IO#lineno= doesn't work the way I expected


#1

I’m working on something that operates on each line of a file
individually. So far, the relevant part looks something like this:

in_fh = File.open(infile, 'r')
out_fh = File.open(outfile, 'w')

in_fh.each_line do |l|
  out_fh << l
end

Obviously not the actual working code (since it doesn’t do anything
other
than copy the file), but it’s the simplified version I’m using to test a
feature, anyway.

This works exactly as expected. I get a duplicate of the input file,
with the name assigned to the outfile variable.

So . . . I want to be able to skip a number of lines at the beginning of
the input file.
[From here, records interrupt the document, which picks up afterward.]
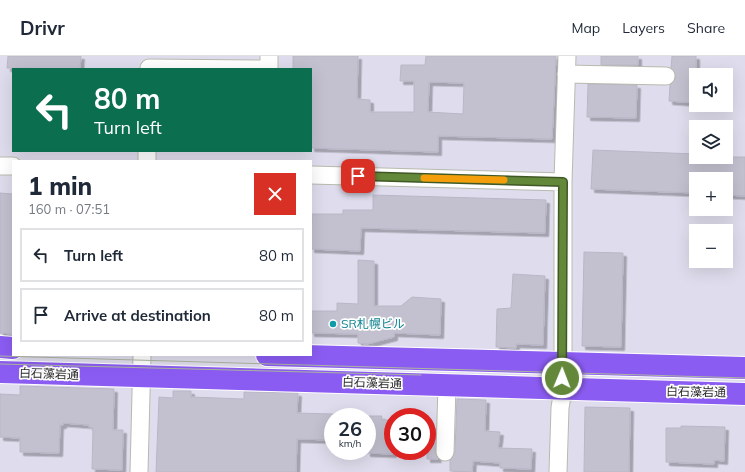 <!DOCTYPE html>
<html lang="en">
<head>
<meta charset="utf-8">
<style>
	body { margin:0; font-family:Mulish,"Noto Sans JP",sans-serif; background:#f2f2f3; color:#1f2937; height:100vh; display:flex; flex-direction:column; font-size:15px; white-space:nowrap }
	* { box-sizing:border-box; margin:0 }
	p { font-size:13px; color:#747a83 }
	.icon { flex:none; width:22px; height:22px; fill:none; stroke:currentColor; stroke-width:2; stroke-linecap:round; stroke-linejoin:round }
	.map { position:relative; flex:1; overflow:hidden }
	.drawer { position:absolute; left:12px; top:104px; width:300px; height:196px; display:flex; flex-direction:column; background:#fff; border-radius:0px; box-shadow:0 4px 16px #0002 }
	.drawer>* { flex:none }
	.guide { position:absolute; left:12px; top:12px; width:300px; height:84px; border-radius:0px; box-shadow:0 4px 16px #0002; background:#0b6e4f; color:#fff; overflow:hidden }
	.tools { position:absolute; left:689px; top:12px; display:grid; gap:8px }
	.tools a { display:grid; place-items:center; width:44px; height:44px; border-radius:0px; background:#fff; box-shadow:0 4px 16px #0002; font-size:20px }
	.speed { position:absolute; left:324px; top:352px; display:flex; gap:8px; font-size:20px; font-weight:700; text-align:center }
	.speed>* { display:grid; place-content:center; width:52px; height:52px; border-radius:50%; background:#fff; box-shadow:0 4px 16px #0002; line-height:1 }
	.speed small { font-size:10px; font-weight:400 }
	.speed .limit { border:6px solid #d22; background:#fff; color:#111 }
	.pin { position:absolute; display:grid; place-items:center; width:34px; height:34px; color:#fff; margin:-17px; border-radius:8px; box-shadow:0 2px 6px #0006 }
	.me { position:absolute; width:44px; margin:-22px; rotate:1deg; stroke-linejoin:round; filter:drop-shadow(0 0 3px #0008) }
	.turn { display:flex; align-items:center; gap:14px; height:84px; padding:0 16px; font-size:18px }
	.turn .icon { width:52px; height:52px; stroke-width:2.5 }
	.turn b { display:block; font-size:28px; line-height:34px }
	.round { display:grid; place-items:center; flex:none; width:42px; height:42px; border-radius:0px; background:#f2f2f3 }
	.head { display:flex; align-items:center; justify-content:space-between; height:68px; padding:0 16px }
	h1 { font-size:24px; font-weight:800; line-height:30px }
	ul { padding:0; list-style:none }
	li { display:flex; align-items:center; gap:12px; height:54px; margin:0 8px 6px; padding:0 8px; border:2px solid #e0e1e3; border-radius:0px }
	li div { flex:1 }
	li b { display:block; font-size:15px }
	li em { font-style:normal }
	header { display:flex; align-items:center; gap:24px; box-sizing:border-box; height:56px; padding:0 20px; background:#fff; border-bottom:1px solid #e0e1e3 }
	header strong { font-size:19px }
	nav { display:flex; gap:22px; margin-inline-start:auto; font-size:14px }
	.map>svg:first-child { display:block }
	.building { fill:#c3c1cf; stroke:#bab6c8; fill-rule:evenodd; filter:url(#shadow) }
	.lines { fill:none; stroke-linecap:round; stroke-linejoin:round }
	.minor-casing { stroke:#b6bbad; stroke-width:19 }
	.major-casing { stroke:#fff; stroke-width:24 }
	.minor { stroke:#fff; stroke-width:17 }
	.major { stroke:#8b5cf2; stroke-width:22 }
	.tram { stroke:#acb59f; stroke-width:1 }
	.route-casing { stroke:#405825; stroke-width:10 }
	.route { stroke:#638839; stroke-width:7 }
	.slow { stroke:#f59e0b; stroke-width:7 }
	.culture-dot { fill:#0f9aa8; stroke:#fff; stroke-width:1.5 }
	.labels { text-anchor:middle; stroke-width:3.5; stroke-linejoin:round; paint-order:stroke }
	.culture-label { font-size:12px; fill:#0d838f; stroke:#fff; text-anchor:start }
	.street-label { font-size:12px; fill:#2b2b2b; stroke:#fff }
</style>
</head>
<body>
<header>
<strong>Drivr</strong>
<nav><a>Map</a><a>Layers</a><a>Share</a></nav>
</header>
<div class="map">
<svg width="745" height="416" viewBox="0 0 745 416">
	<defs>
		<filter id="shadow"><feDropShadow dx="3.5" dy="3.5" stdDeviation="0" flood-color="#0004"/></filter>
	</defs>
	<rect width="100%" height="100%" fill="#dfdded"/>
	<path class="building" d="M8 0H81L80 13 7 12Z
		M293 0H358L357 43 370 44V56H414V25H400L401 9H425L426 0H556L552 83 438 80V96L311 92V13H293ZM429 26 464 27 463 58 428 56Z
		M601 0H638V9H601Z
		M672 0H696V47L669 45 670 29 674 25 676 21 671 12Z
		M588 28 637 29 636 62 587 61Z
		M593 94 696 98V101H745V140L726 139V123H696V137L591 133Z
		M0 137 13 138V278L0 277Z
		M373 139 546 144 545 177 361 172 360 195 311 193 312 158H343V154H373Z
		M584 196 623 197 621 291 582 290Z
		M358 204 374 205V250H401L412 241 441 243 440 279 394 277V281L367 288 358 287V278L311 277V255H337V247L358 248Z
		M513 218 545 220 543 289 516 288V292L496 291 497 253 511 252Z
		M20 330 114 333 113 374H123L122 414 92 413 93 372 89 371V369L63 367V369H60L59 397 20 396V382L0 381V338L20 339Z
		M173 335H191V341L244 343V336L298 337 297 357 333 358V384L297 383 296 416H156L159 341 173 342Z
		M457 343 486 344 485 375 500 376 498 392 532 393 531 413 500 412V407L473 405 472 416 450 415V405L455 396Z
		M585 351 630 352 629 416H584Z
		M367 360H382L381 364H393V398L367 397Z
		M681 370 725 371 724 405 714 404V408L666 406V372H681Z
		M427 373H436L435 396 438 403H427Z"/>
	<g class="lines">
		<g class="minor-casing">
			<path id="minor" d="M149 12 260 13
				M269 13V0
				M566 18 666 20
				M147 105V95
				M0 110H13
				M311 119 563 126
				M445 396 447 330
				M139 416 142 299
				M558 416 560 352 563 333V126L567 0"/>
		</g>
		<g class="major-casing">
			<path id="major" d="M0 291 13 292
				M267 299 745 312
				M0 316 745 338"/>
		</g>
		<use href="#minor" class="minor"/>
		<use href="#major" class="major"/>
		<path class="tram" d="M0 300 745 322
			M0 308 421 319"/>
	</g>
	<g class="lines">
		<g class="route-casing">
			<path id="route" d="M358 120 563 126 562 322"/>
		</g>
		<use href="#route" class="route"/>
		<path class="slow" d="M424 122 504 124"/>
	</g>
	<circle class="culture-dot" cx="333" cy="268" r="4"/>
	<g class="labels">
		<g class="culture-label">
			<text x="341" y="272">SR札幌ビル</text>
		</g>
		<g class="street-label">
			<text transform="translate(49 318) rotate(2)" y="4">白石藻岩通</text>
			<text transform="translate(372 327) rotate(2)" y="4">白石藻岩通</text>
			<text transform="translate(696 336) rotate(1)" y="4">白石藻岩通</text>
		</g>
	</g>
</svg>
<div class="tools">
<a><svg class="icon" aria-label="sound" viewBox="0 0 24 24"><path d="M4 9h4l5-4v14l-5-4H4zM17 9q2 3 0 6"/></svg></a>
<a><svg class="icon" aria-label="layers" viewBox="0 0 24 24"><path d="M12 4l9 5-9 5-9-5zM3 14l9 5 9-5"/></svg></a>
<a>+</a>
<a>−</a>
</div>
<div class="speed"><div>26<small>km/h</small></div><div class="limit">30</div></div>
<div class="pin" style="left:358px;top:120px;background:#d93025"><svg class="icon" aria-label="arrive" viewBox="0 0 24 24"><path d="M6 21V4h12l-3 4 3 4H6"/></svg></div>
<svg class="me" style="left:562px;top:322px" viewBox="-20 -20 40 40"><circle r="17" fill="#638839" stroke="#fff" stroke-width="3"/><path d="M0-11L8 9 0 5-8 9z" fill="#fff"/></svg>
<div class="guide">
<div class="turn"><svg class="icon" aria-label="left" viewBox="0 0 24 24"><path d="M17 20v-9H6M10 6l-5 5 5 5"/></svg><div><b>80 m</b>Turn left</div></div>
</div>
<section class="drawer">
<div class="head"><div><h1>1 min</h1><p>160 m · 07:51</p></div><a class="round" style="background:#d93025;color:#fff"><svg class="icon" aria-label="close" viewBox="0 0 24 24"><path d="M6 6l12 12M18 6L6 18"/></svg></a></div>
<ul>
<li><svg class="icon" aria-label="left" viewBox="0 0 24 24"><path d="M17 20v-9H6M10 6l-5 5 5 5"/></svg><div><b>Turn left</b></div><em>80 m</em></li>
<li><svg class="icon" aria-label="arrive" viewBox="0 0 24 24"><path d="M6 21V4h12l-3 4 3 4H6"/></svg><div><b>Arrive at destination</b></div><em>80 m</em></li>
</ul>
</section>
</div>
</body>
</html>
It seemed like IO#lineno= would be the obvious
solution:

in_fh = File.open(infile, 'r')
out_fh = File.open(outfile, 'w')

in_fh.lineno = 1

in_fh.each_line do |l|
  out_fh << l
end

Unfortunately, that doesn’t give me what I expected at all. In fact,
what I end up with is an empty file. Am I misunderstanding what
IO#lineno= does? Is there something about the way IO#each_line works
that is interacting badly with an incremented line number? What do I
need to do differently to make this work?


#2

Chad P. wrote:

Obviously not the actual working code (since it doesn’t do anything other
out_fh = File.open(outfile, ‘w’)
that is interacting badly with an incremented line number? What do I
need to do differently to make this work?

The way I read the ri doc for lineno=, it appears that all it does is
determine the value that lineno returns the next time you call it. That
is, it doesn’t move the read position in the file.
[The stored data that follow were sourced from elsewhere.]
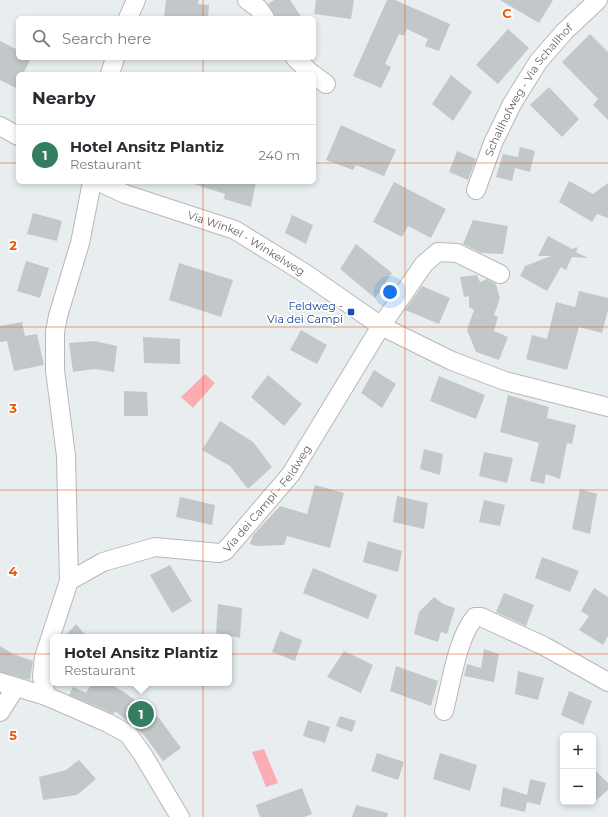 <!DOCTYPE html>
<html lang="en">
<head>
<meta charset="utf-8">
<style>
	body { margin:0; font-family:Montserrat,sans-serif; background:#f2f2f3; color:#2b2b33 }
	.controls { position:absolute; right:12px; bottom:12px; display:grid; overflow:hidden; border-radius:6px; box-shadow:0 2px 6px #0003 }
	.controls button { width:36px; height:36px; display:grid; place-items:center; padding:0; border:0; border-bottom:1px solid #e1e1e2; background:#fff; color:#2b2b33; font:20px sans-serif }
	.you { position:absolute; left:390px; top:292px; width:14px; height:14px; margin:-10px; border:3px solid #fff; border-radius:50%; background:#1a73e8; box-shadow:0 0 0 6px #1a73e833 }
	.badge { display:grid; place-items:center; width:26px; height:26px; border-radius:50%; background:#337e60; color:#fff; font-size:13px; font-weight:700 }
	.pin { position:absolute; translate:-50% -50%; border:2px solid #fff; box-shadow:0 1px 4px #0006 }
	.popup { position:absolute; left:50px; top:634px; width:182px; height:52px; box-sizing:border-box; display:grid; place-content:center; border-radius:6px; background:#fff; filter:drop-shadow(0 1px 3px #0005); font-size:13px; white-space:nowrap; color:#7c7c81 }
	.popup b { font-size:15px; color:#2b2b33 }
	.popup::after { content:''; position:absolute; left:50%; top:100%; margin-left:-8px; border:8px solid transparent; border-top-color:#fff }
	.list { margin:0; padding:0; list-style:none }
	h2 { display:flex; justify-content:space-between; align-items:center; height:52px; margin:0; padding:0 16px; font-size:17px }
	h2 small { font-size:13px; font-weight:400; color:#7c7c81 }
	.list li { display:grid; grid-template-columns:26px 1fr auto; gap:12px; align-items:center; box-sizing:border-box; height:60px; padding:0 16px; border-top:1px solid #e1e1e2 }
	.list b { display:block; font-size:15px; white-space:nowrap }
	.list p { margin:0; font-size:13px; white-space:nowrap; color:#7c7c81 }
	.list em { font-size:13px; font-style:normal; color:#7c7c81 }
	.icon { flex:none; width:22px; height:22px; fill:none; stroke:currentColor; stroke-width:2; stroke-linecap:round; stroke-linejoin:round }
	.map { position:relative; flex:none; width:608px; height:817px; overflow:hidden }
	.search { position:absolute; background:#fff; box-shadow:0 2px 6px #0003; left:16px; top:16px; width:300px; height:44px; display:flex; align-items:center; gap:10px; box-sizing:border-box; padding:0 14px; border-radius:6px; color:#7c7c81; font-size:15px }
	.panel { position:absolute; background:#fff; box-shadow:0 2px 6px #0003; left:16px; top:72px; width:300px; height:112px; border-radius:6px }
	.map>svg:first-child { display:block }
	.water { fill:#fcadb4 }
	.building { fill:#c2c8c9 }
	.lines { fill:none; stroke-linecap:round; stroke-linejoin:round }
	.minor-casing { stroke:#bbb6b5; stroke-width:20 }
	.minor { stroke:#fff; stroke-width:18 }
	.grid { fill:none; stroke:#e8590c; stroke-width:1; stroke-opacity:0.55 }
	.transit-dot { fill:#1a4fb4; stroke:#fff; stroke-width:1.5 }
	.labels { text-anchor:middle; stroke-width:3.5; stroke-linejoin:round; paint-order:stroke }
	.street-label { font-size:11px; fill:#675f5f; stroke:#fff }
	.transit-label { font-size:11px; fill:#164399; stroke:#fff; text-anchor:end }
	.grid-label { font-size:13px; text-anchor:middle; font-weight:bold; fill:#e8590c; stroke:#fff; stroke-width:3.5; stroke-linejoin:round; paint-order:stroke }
</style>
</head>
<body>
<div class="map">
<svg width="608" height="817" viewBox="0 0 608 817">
	<rect width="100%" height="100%" fill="#e8eef0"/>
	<path class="water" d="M205,374L215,383L193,408L181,397Z
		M264,749L278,783L266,787L252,752Z"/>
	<path class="building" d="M166,0H199L198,4L209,5L208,18H164Z
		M274,0H290L302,18H275L268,4Z
		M316,0H354L351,19L314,14Z
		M387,0H395L450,24L439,51L425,46L428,39L407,29L404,36L399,34L385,64L391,67L381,88L353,76Z
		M500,0H553L539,23Z
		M508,29L529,48L498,84L476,65Z
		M590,34L608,52V120L593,105L598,99L562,62Z
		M0,41L18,50V58H31L23,74H18V89L0,80Z
		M451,75L472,92L453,121L432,104Z
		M549,87L579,119L562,137L530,105Z
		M341,125L396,150L384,176L356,165L353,170L326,160Z
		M520,147L535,151L530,172L515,168L512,181L496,177L503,154L518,157Z
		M457,151L476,159L468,180L449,172Z
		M569,181L593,194L608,183V218L597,214L592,222L559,202Z
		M194,182H256L251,207L224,199L225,194L194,184Z
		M394,182L446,209L431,238L408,226L402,237L373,222Z
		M33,213L62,221L57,241L27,234Z
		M292,215L313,225L306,244L285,233Z
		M473,220L508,226L503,254L481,253L463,244Z
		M548,236L572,249L578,247L576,252L588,258L572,257L566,270L561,267L547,291L520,276L525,266L551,256H538Z
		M356,244L392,273L375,298L340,269Z
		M26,261L49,268L40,298L17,291Z
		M179,263L233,280L221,317L169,300Z
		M477,275L480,282L487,279L496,284L500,298L494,315L498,317L494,331L508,337L499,360L476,352L467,330L474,310L469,307V296L464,297L460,277Z
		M422,286L450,298L439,324L405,310Z
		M579,291L608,298V310L602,333L579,327L567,370L526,359L532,335L547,339L556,302L575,307Z
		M22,322L25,336L37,334L44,365L14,371L7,341L0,342V326Z
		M301,330L327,345L317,364L290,350Z
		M143,337L180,339V364L144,363Z
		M94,341L117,346L114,372L95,369L73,372L69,343Z
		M374,370L396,384L382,408L361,393Z
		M268,375L302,404L284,426L251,397Z
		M439,376L485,395L476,419L430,401Z
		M124,391L147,392L148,416H124Z
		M508,395L549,407L547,418L576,425L572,444L567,443L560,479L546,474L544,484L530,481L539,443L500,432Z
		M220,421L253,442L272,467L248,489L230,466L202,450Z
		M424,449L443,454L440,475L420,469Z
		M484,452L513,458L507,483L479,476Z
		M315,485L344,493L330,548L287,536L284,545L256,546L250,544L253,535L280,506L307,514Z
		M580,489L597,494L590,534L572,529Z
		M397,496L428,503L424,529L393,522Z
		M180,497L215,505L212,525L176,517Z
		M484,500L505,505L500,526L479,522Z
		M368,541L402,551L398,572L363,562Z
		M542,557L579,571L570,592L535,578Z
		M170,565L192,601L172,613L150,575Z
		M313,568L377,595L368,619L303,593Z
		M594,588L608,597V636L603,645L579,630L589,616L581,611Z
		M504,593L534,605L526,626L496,612Z
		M434,597L443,604L455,608L447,634L441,632L438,642L414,634L419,612Z
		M218,604L242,608L240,638L216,633Z
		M76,624L87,637H64Z
		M280,631L302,640L295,661L272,652Z
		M0,646L13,654L33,661L30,680L0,672Z
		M484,649L499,654L494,682L464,676L467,664L481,668Z
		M344,651L373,665L361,693L327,677Z
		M396,666L438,681L431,706L390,691Z
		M518,671L544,678L538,700L515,694Z
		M92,683H108L124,692L159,718L181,748L163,761L144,735L115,711L114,714L69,695L73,687L86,693Z
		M569,691L592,701L583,725L561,715Z
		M340,716L356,721L352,732L336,726Z
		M308,720L330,727L325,743L303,736Z
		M377,753L404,762L398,780L371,771Z
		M440,753L477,765L470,791L433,779Z
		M79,760L96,779L77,795L43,800L39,777L66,770Z
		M593,768L608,783V790L593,803Z
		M530,779L546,783L540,805L527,802L525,812L500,806L503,787L527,795Z
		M302,788L312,814L304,817H260L256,805Z
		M356,805L388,813L387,817H352Z"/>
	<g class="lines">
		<defs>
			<g id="minor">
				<path d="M247,0L258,8L265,18"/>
				<path d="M128,18L136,0"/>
				<path d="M295,58L312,74"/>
				<path d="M110,74L115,58"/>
				<path d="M314,75L326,84"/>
				<path d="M0,126L18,136"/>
				<path id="s1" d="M99,182L125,194L235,230L303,272L381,326L452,361L505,381L608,407"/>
				<path id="s2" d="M476,190L493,143L512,104L538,62L564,32L598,0"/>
				<path id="s3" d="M69,581L103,562L155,547L219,553L225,551L291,474L381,326L424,264L438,252L457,253L500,274"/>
				<path d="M0,682L46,696L108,723L128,734L143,755L180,817"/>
				<path d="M46,696L42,676L44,657L69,581L66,456L55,370V332L58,316L80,243L92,182"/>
				<path d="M444,711C451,684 457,638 475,617H481L544,646L608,682"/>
				<path d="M0,712L16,687"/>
			</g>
		</defs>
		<use href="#minor" class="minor-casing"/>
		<use href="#minor" class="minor"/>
	</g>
	<path class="grid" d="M203,0V18M405,0V817M203,58V74M0,163H18M314,163H608M203,182V817M0,327H608M0,490H608M0,654H608"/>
	<rect class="transit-dot" x="347" y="308" width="8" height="8" rx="2"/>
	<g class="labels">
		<g class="street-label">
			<text dy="4" stroke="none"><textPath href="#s2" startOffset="114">Schallhofweg - Via Schallhof</textPath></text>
			<text dy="4" stroke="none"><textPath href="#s1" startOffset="160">Via Winkel - Winkelweg</textPath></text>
			<text dy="4" stroke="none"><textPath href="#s3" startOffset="231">Via dei Campi - Feldweg</textPath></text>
		</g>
		<g class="transit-label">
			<text x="343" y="310">Feldweg -<tspan x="343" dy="13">Via dei Campi</tspan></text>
		</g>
	</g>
	<g class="grid-label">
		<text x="507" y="18">C</text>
		<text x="13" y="250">2</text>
		<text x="13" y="413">3</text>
		<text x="13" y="576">4</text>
		<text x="13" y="740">5</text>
	</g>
</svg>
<div class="controls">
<button>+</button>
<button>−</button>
</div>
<div class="you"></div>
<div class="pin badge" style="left:141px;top:714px">1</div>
<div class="popup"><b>Hotel Ansitz Plantiz</b>Restaurant</div>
<div class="search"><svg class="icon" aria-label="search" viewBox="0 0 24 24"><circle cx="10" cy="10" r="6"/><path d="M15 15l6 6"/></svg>Search here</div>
<section class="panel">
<h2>Nearby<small></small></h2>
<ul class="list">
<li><span class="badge">1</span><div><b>Hotel Ansitz Plantiz</b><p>Restaurant</p></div><em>240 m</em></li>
</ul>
</section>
</div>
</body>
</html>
I think what you’re looking for is IO#seek, but notice that it seek
doesn’t operate on lines, only on byte offsets.


#3

On Sun, Nov 16, 2008 at 02:27:45AM +0900, Tim H. wrote:

The way I read the ri doc for lineno=, it appears that all it does is
determine the value that lineno returns the next time you call it. That
is, it doesn’t move the read position in the file.

I think you’re confusing lineno= with lineno (which are two separate
methods). IO#lineno does this:

ios.lineno
=> 0

IO#lineno= does this:

ios.lineno = 3
=> 3

The class is specced here, with the screen scrolled to where IO#lineno
and IO#lineno= are listed:

http://ruby-doc.org/core/classes/IO.html#M002289

I think what you’re looking for is IO#seek, but notice that it seek
doesn’t operate on lines, only on byte offsets.

That would make IO#seek not what I want, unfortunately. Line lengths
are
not known in advance.


#4

On Sat, Nov 15, 2008 at 2:54 PM, Michael G. removed_email_address@domain.invalid
wrote:

ios.lineno
http://ruby-doc.org/core/classes/IO.html#M002289
Manually sets the current line number to the given value. +$.+ is

I would think if it had the behavior you described, the second time
f.gets is called, we would see: “This is line one thousand and one\n”
not “This is line two\n”

Or maybe even “This is line one thousand\n”. I’m not sure…

Also, here is the specs for IO#lineno and IO#lineno= from RubySpec:
http://github.com/rubyspec/rubyspec/tree/master/1.8/core/io/lineno_spec.rb

HTH,
Michael G.


#5

On Sat, Nov 15, 2008 at 2:08 PM, Chad P. removed_email_address@domain.invalid
wrote:

=> 0

The description of the method is somewhat ambiguous if you ask me.

My view of the docs is inline with what Tim was describing.

------------------------------------------------------------- IO#lineno=
ios.lineno = integer => integer

 Manually sets the current line number to the given value. +$.+ is
 updated only on the next read.

    f = File.new("testfile")
    f.gets                     #=> "This is line one\n"
    $.                         #=> 1
    f.lineno = 1000
    f.lineno                   #=> 1000
    $. # lineno of last read   #=> 1
    f.gets                     #=> "This is line two\n"
    $. # lineno of last read   #=> 1001

I would think if it had the behavior you described, the second time
f.gets is called, we would see: “This is line one thousand and one\n”
not “This is line two\n”

Michael G.


#6

Chad P. wrote:

  1. Is there a way to do what I actually need – specifically, to
    iterate over an entire file except the first line, only reading one
    line at a time into RAM – without writing a C extension for Ruby?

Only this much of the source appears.